● EXERCISE INSTRUCTIONS: Sort through the material below and copy each line with "evenodd".

● DATA SHOWN:
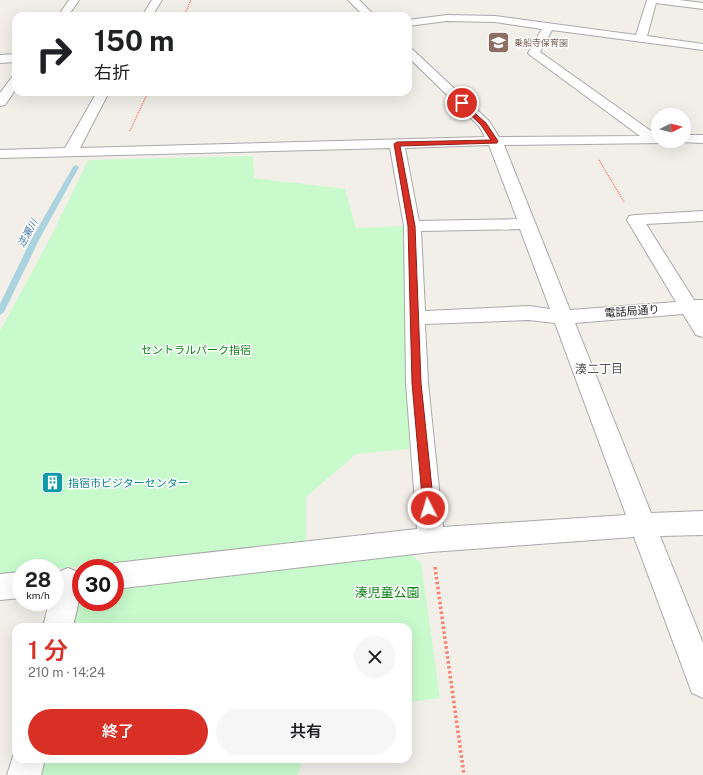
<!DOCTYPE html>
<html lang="ja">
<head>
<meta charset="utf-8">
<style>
	:root { --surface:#fff; --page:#f6f6f6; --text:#202124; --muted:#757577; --accent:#d93025 }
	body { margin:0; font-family:"Public Sans","Noto Sans JP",sans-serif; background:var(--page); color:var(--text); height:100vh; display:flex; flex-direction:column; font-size:15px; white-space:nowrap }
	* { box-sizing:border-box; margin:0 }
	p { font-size:13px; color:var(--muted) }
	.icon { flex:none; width:22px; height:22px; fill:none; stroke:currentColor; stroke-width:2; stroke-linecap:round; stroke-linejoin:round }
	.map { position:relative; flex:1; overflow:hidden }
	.details { position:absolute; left:12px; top:623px; width:400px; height:140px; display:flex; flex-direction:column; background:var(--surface); border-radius:12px; box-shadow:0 4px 16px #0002 }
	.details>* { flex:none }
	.guide { position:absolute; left:12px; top:12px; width:400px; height:84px; border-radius:12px; box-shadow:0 4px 16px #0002; background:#fff; color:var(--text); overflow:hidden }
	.needle { width:26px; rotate:84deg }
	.fabs { position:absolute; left:651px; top:108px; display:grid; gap:8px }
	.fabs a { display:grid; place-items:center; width:40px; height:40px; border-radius:50%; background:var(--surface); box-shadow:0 4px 16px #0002; font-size:20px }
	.speed { position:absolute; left:12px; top:559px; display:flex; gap:8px; font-size:20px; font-weight:700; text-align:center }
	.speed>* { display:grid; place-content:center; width:52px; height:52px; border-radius:50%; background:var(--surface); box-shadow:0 4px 16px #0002; line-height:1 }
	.speed small { font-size:10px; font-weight:400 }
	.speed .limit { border:6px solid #d22; background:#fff; color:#111 }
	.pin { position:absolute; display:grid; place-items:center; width:34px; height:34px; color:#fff; margin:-17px; border:2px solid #fff; border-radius:50%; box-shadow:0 1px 4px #0007 }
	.me { position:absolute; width:44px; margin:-22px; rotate:355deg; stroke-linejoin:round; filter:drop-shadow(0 0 3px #0008) }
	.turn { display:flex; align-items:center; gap:14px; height:84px; padding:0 16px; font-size:18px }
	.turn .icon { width:52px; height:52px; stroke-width:2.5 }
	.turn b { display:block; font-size:28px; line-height:34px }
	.round { display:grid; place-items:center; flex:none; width:42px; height:42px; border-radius:21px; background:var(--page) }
	.overview { display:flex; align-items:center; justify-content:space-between; height:68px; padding:0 16px }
	h1 { font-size:24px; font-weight:600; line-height:30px; color:var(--accent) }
	.primary-button { display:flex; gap:8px; margin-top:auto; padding:8px 16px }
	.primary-button a { flex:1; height:46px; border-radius:24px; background:var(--accent); color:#fff; font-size:16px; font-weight:600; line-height:46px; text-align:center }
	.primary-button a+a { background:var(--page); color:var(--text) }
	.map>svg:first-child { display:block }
	.park { fill:#c8facc }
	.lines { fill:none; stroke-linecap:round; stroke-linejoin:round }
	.stream { fill:#aad3df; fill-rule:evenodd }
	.minor-casing { stroke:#a9a9a9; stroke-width:2 }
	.path-far1 { stroke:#fa8072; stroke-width:1.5; stroke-dasharray:1 1; stroke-linecap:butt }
	.path { stroke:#fa8072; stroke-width:3.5; stroke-dasharray:2.5 2.5; stroke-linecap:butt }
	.minor { fill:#fff; fill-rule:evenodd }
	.route { fill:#d93025; stroke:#8d1f18 }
	.labels { text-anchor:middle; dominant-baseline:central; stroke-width:3; stroke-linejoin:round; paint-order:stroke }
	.far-education-label { font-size:9px; fill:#785e54; stroke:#fff; text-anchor:start }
	.far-water-label { font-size:10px; font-style:italic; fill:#4a7aab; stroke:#fff }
	.street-label { font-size:11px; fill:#222; stroke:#fff }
	.park-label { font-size:11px; fill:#0c8416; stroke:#fff }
	.culture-label { font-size:11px; fill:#0d838f; stroke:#fff; text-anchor:start }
	.neighbourhood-label { font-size:12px; fill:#555; stroke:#fff }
	.near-park-label { font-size:13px; fill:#0c8416; stroke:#fff }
</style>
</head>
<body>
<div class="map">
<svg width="703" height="775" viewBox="0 0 703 775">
	<rect width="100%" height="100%" fill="#f2efe9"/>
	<g class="park">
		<polygon points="253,156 254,178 345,189 356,228 406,226 409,449 356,454 306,497 306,544 55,569 21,568 21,572 0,574 0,331 53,233 88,160"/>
		<polygon points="410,554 421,563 440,698 408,702 408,627 69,627 75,599 81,594 81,602 115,602 115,584"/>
		<polygon points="42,759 303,759 298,775 38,775"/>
	</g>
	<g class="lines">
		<polygon class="stream" points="76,165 79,167 39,240 4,312 0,315 0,304 31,240 73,167"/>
		<defs>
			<g id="minor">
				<polygon points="69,0 79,0 68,16 58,16"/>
				<polygon points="152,0 162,0 152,16 142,16"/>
				<polygon points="348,0 359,0 375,16 364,16"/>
				<path d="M647,0H679L703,3V9L656,3L647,36L703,44V50L552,30L540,52L658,136V141H664L663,143L504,145L570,310L676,302L627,220L629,216L635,215L703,211V221L646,224L694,300H703V337L696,335L683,314L575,323L651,513L703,511V535L660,536L703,643V698L692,693L634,537L431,552L115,589V568H105L115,563L417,529L406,383L404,226L390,148L0,158V150L65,148L97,92H109L80,148L485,137L479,126L408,57V48L412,49L489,121L499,137L640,136L530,55L528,53L542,29L495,22L447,21L408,26V20L447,15L495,16L636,35ZM489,145L517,219L419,221L405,148ZM520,229L550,309L529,306L425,311L421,231ZM529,320L555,323L626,515L443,527L428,383L425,324Z"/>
				<polygon points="16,54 16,62 0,63 0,55"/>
				<polygon points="16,76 16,89 5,105 0,106 0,93 12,77"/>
				<polygon points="684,135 703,135 703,143 679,142 678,141 684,141"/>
				<path d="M68,568L78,572C85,588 76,610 73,627H43L49,602H55V579L58,572Z"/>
				<polygon points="21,572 21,598 0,600 0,574"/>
				<polygon points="16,747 16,759 45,759 41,775 7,775"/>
			</g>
		</defs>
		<use href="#minor" class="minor-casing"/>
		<g class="path-far1">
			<polyline points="184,16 191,0"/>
			<polyline points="130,131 148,92"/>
			<polyline points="599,160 624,202"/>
		</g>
		<polyline class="path" points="435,567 464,775"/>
		<use href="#minor" class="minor"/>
	</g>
	<polygon class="route" points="462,102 486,123 498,141 497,143 400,146 415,226 421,383 434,508 432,512 428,513 425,512 423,508 412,383 408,226 394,144 397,142 491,140 481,125 460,105 459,103"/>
	<defs>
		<symbol id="school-square" viewBox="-11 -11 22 22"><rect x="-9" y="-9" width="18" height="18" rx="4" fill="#8d6e63" stroke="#fff"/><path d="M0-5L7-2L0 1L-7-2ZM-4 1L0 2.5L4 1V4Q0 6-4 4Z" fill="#fff"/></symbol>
		<symbol id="building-square" viewBox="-11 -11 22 22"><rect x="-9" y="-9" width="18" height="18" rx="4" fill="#0f9aa8" stroke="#fff"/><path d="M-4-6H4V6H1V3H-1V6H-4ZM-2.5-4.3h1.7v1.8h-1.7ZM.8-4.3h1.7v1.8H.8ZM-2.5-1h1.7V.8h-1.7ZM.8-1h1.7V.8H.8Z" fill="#fff"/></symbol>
	</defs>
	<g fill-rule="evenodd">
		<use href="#school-square" x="486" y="30" width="25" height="25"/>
		<use href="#building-square" x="40" y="470" width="25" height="25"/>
	</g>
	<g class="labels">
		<g class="far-education-label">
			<text x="514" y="42">乗船寺保育園</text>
		</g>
		<g class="far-water-label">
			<text transform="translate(27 233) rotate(-62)">逆瀬川</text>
		</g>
		<g class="street-label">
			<text transform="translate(632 311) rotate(-4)">電話局通り</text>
		</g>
		<g class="park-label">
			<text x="196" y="350">セントラルパーク指宿</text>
		</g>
		<g class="culture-label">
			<text x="68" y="483">指宿市ビジターセンター</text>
		</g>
		<g class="neighbourhood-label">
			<text x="599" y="369">湊二丁目</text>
		</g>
		<g class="near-park-label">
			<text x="387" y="592">湊児童公園</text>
		</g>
	</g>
</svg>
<div class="fabs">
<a><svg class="needle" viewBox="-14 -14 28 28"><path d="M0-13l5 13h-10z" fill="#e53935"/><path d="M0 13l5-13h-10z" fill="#757577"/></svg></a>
</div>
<div class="speed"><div>28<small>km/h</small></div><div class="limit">30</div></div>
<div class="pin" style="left:462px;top:103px;background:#d93025"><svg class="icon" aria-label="arrive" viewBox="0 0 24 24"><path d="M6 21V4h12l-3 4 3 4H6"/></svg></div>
<svg class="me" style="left:428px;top:508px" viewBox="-20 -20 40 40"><circle r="17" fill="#d93025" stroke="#fff" stroke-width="3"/><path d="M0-11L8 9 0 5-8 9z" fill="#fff"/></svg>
<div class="guide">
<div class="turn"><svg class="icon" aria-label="right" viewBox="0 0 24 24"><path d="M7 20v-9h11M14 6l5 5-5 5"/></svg><div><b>150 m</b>右折</div></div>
</div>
<section class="details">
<div class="overview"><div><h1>1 分</h1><p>210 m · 14:24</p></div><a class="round"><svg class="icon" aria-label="close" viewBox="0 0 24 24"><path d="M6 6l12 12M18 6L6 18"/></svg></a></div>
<div class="primary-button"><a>終了</a><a>共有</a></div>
</section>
</div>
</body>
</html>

● EXERCISE RESULT:
	.stream { fill:#aad3df; fill-rule:evenodd }
	.minor { fill:#fff; fill-rule:evenodd }
	<g fill-rule="evenodd">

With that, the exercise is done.